Author: Natalia Quintero
Type: article
Published: 2025-12-16
Status: unread
Tags: source, ai-pm, claude-added

Raw Content

AI Adoption: What’s Actually Working

Main Thesis

Natalia Quintero, Every’s head of consulting, interviewed over 100 companies about AI implementation. Her key finding: the problem isn’t technology—it’s clarity. Most organizations struggle not because AI tools don’t work, but because they lack clear goals and processes for using them.

The Core Challenge

“We have the tools. We have a few power users. We don’t know where to go from here,” is the recurring refrain Quintero hears. A widely cited MIT report claims 95% of generative AI pilots fail, but this reflects a clarity problem rather than a technology problem.

Three User Personas Blocking Adoption

  1. Skeptics: Uncomfortable with new technology, initial enthusiasm fades when learning becomes necessary
  2. The Overwhelmed: Have tools but lack bandwidth to experiment alongside existing work
  3. Tool-Jumpers: Analyze 30 different platforms without mastering any—disguised analysis paralysis

Why AI Adoption Differs from Traditional Software

Unlike Asana, where one person’s organization benefits everyone automatically, AI tools require individual fluency. Your custom prompts and workflows don’t transfer to colleagues, creating isolated “lonely power users.”

The Success Story: The Recruiting Firm

Rather than company-wide rollouts, Quintero’s team trained 10 AI champions—a mix of junior employees and leaders with willingness to learn, permission to build, freedom to fail, and eagerness to share.

One recruiter created a GPT automating scheduling coordination across three calendars, saving each recruiter 2-10 hours per scheduling task. Critically, the tool’s peer origin made it accessible, sparking broader curiosity about automation.

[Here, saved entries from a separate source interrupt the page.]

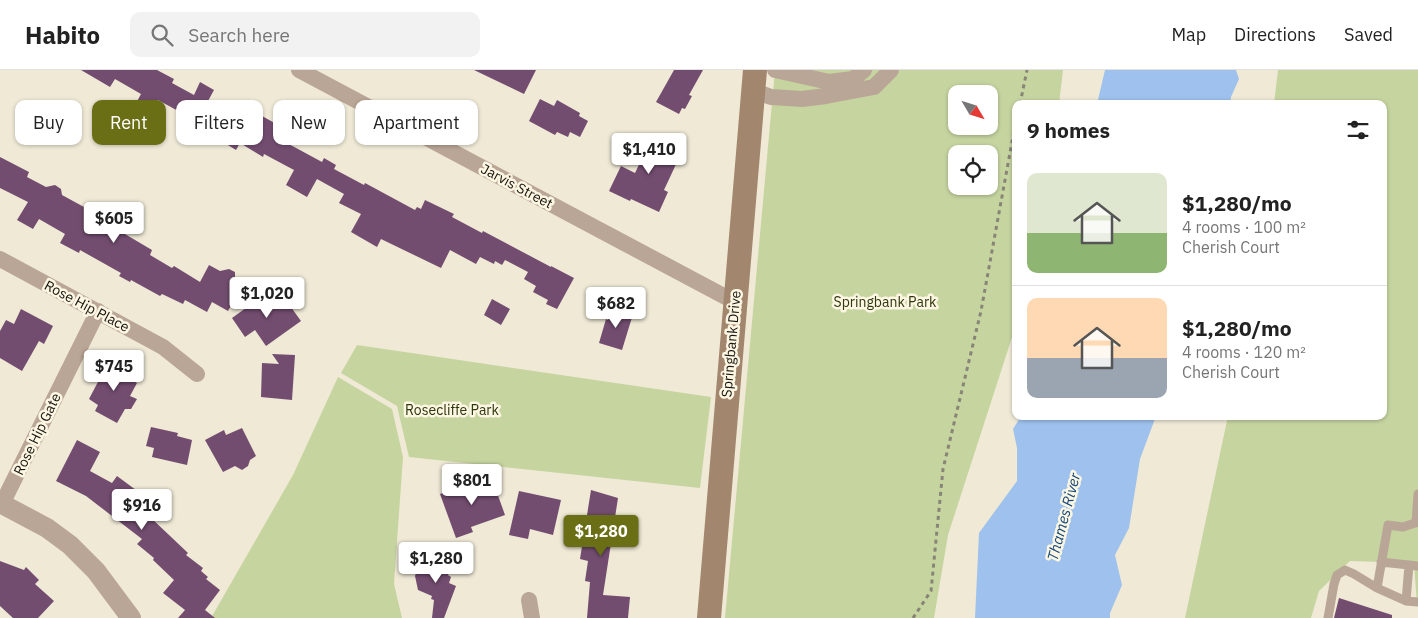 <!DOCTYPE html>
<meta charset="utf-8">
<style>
:root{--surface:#fff;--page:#f2f2f2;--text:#222;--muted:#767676;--line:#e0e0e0;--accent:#6a6f15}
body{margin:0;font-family:"IBM Plex Sans",sans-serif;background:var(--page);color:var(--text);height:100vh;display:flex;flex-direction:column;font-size:19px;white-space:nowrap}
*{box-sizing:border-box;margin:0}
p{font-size:16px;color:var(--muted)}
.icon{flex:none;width:28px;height:28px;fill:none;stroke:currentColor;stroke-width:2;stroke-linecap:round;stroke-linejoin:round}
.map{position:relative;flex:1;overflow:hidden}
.drawer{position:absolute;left:1012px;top:30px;width:375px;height:320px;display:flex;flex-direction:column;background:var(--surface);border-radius:10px;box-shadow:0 1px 4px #0004}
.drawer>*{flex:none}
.banner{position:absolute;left:15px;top:30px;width:475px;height:45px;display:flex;gap:10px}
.needle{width:32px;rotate:128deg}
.controls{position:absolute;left:948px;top:15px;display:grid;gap:10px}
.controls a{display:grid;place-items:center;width:50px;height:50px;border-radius:10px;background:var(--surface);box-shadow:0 1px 4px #0004;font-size:25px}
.price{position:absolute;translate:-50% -42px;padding:0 11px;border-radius:5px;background:#fff;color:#222;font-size:16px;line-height:32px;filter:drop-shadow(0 1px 2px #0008)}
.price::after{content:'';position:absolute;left:50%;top:30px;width:15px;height:11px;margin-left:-8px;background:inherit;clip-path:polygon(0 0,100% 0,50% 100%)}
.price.current{background:var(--accent);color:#fff}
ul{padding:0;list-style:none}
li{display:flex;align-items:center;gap:15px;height:125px;padding:0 15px}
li+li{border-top:1px solid var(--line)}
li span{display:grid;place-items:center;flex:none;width:140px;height:100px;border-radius:10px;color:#555}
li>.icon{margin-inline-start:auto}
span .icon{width:60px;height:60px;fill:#fffc;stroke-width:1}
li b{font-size:21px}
h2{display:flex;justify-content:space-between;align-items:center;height:60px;padding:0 15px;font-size:21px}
.tag{padding:0 18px;border-radius:10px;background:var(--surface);box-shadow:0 1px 4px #0004;font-size:18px;line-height:45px}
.tag.current{background:var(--accent);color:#fff}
header{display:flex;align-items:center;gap:30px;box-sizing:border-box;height:70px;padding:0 25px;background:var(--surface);border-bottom:1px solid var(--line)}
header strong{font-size:24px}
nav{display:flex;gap:28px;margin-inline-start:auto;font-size:18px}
.search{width:350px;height:45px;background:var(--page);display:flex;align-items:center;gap:12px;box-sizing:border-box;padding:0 18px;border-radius:10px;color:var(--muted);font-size:19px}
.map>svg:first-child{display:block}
.green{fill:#c6d5a0;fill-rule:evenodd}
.water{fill:#9ec2ed}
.building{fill:#734d70}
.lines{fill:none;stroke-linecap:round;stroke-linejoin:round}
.path{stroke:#888477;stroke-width:3;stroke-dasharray:4 4;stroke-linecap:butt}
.service{stroke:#baa696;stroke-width:9}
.minor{stroke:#baa696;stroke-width:16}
.tertiary{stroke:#baa696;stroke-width:20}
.secondary{stroke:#a3866e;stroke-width:24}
.labels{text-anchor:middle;stroke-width:5;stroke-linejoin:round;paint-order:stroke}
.street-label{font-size:14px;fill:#16140e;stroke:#fcf6e3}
.park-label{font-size:14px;fill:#2e370e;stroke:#fcf6e3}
.water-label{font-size:15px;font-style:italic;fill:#17497d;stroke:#fcf6e3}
</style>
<header>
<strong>Habito</strong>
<div class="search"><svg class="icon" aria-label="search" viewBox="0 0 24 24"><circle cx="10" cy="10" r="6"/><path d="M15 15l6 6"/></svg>Search here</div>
<nav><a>Map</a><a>Directions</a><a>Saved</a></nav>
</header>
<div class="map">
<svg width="1418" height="548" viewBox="0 0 1418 548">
<rect width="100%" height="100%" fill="#efe9d6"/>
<!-- green -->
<path class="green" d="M775,0H1063L1059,34H1016V255L948,465L934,548H725ZM956,24H989V56H956ZM956,84H989V116H956Z
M1278,0H1418V535H1417L1414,493L1350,491L1319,521L1311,548H1185L1228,346H1384V34H1274Z
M357,275L711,327L700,418L409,387L397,336L341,303Z
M338,307L392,339L403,387L394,514L402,548H211L293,405Z"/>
<!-- water -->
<path class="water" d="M1105,0H1236L1239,9L1231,27L1230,34H1097Z
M1021,346H1156L1140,389L1129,458L1115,485L1122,515L1110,543V548H975L979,463L1017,411V378L1013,359Z"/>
<!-- building -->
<path class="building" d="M81,0H157L174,9L172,13L194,25L200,12L214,20L208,31L242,50L243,48L256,56L262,46L280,56L274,66L322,92L324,88L336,95L334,99L364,115L365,113L415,140L417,137L421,139L425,130L454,144L452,147L482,163L483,161L551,197V196L574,208L557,239L546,234L548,230L533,222L536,216L524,209L528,202L505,190L502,195L495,191L494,194L480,187L476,194L450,180L441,198L381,169L377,177L351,162L361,144L339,133L344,124L317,109L307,127L286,115L294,100L264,84L263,87L240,73L236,80L223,72L226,67L158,30L142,61L129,55L137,41L133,39L141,24L115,9L110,17Z
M474,0H536L524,24Z
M674,0H703L689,25L692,26L685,39L682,38L679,44L656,32Z
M540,29L554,36L557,30L580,43L579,46L588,51L580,67L570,62L568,67L557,62L555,65L529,51Z
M654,63L677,74L676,76L682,79L676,89L678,90L664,120L668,122L659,142L631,129L630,131L609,121L621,96L635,103Z
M0,87L29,102L27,107L46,117L55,115L61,119L62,125L84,137L85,135L94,140L103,139L110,142V148L116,151L113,157L152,180L150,185L172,198L174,196L200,212L209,195L220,201L229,199L235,202V208L244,212L228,241L212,232L207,242L185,230L183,234L162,224L160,226L131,210L130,212L119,206L121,203L80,180L79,183L60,173L65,164L39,149L33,159L17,150L28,132L0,118Z
M272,224L282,238L288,233L301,251L266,276L255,260L245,267L232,248L264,225L266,228Z
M492,229L510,239L501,255L484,245Z
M611,238L633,244L622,280L599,273L606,249L608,250Z
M21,239L53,256L44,274L39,271L22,301L0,288V261L6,250L14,254Z
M272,284L295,285L292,330L261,327L262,293L279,294Z
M110,289L130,300L126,307L137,313L130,326L137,329L131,339H125L117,353L95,341L98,335L89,329Z
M151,357L178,363L177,366L192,370L187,395L152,387L154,378L146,376Z
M242,358L256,386L250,390L248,396L242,400L235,396L223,402L205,370L224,360L226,365Z
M77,370L100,382L90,401L112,413L117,406L140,423L138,426L154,439L149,446L188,483L186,485L203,498L201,501L208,507L206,509L220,520L205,540L215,548H178L185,540L163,523L174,510L153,490L154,488L137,474L142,469L86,426L56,411Z
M491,406L505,445L471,457L473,462L456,468L440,424Z
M591,420L618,428L603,525L630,527L628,548H587L590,512L585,511L588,491L580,489Z
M519,421L561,430L553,465L530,459L528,469L509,465Z
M428,486L452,495L448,505L451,507L449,513L456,516L444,548H432L434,530L431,529L432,526L418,520L415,506L420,492L425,494Z
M0,491L24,500L26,497L39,510L35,514L54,531L38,548H13L0,536Z
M1339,528L1392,545V548H1334Z"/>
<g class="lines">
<!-- path -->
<path class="path" d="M1020,34L1027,0
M913,548L931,521L943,399L981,241L1016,50"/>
<!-- service -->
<path class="service" d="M1416,453L1418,424
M1381,492L1418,496
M1409,495L1406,531L1418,532
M1406,531L1377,518L1388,455L1403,457L1418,452
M1328,548L1334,514L1337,505L1345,500L1354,504L1377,518"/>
<!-- minor -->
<path class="minor" d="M299,0L735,232
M775,0L829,12L853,9L864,0
M752,20L771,27L802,29L826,26L874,17L891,0
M0,189L163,277L197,304
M2,434L98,241
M529,530L532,548"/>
<!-- tertiary -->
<path class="tertiary" d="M0,433L47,458L70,475L96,501L131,548"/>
<!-- secondary -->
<path class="secondary" d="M709,548L755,0"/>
</g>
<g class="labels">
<!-- street labels -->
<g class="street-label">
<text transform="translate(517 116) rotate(28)" y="5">Jarvis Street</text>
<text transform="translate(87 236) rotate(28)" y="5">Rose Hip Place</text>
<text transform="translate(731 274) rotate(-85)" y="5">Springbank Drive</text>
<text transform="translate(37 364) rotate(-64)" y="5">Rose Hip Gate</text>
</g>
<!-- park labels -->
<g class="park-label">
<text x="885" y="237">Springbank Park</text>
<text x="452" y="345">Rosecliffe Park</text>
</g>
<!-- water labels -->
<g class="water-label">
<text transform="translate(1064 447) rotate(-75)" y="5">Thames River</text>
</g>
</g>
</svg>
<div class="controls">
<a><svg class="needle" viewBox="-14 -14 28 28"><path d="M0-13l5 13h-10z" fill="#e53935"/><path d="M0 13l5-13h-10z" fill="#767676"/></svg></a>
<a><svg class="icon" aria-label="locate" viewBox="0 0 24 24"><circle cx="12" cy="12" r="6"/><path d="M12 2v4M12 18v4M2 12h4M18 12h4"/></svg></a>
</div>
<b class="price" style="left:649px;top:105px">$1,410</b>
<b class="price" style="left:114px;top:174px">$605</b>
<b class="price" style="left:267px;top:249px">$1,020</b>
<b class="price" style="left:616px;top:259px">$682</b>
<b class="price" style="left:114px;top:322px">$745</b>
<b class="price" style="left:472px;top:436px">$801</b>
<b class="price" style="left:142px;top:461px">$916</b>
<b class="price current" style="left:601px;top:487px">$1,280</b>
<b class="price" style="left:436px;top:514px">$1,280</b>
<div class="banner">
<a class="tag">Buy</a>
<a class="tag current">Rent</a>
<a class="tag">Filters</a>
<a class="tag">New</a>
<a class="tag">Apartment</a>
</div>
<section class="drawer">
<h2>9 homes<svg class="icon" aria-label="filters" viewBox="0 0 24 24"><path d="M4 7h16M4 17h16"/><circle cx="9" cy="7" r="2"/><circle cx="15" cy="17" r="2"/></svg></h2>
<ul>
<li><span style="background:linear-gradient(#dfe7d0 60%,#8fb573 0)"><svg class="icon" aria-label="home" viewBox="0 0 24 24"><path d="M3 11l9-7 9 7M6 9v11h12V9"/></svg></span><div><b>$1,280/mo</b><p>4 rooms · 100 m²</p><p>Cherish Court</p></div></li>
<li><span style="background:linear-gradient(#ffd9b3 60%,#9aa5b1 0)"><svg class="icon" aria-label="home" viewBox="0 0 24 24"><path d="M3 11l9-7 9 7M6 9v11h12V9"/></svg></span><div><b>$1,280/mo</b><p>4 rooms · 120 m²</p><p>Cherish Court</p></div></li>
</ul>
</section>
</div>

What Separates Successful Companies

  • Leadership models usage personally: Leaders who use AI themselves understand both capabilities and limitations
  • Centralized testing: Dedicated teams evaluate tools, preventing organization-wide tool-jumping
  • Champion-based rollouts: Three to five people from different organizational levels build peer-to-peer solutions
  • Documentation culture: Financial institutions and engineering teams possess natural advantages—they already document processes

The Critical Insight

“You can only automate what you can clearly define.” The hard part isn’t using AI—it’s determining what you’re trying to achieve and how to accomplish it. Think of AI as training an intern: specificity about tone, process, success metrics, and pitfalls determines effectiveness.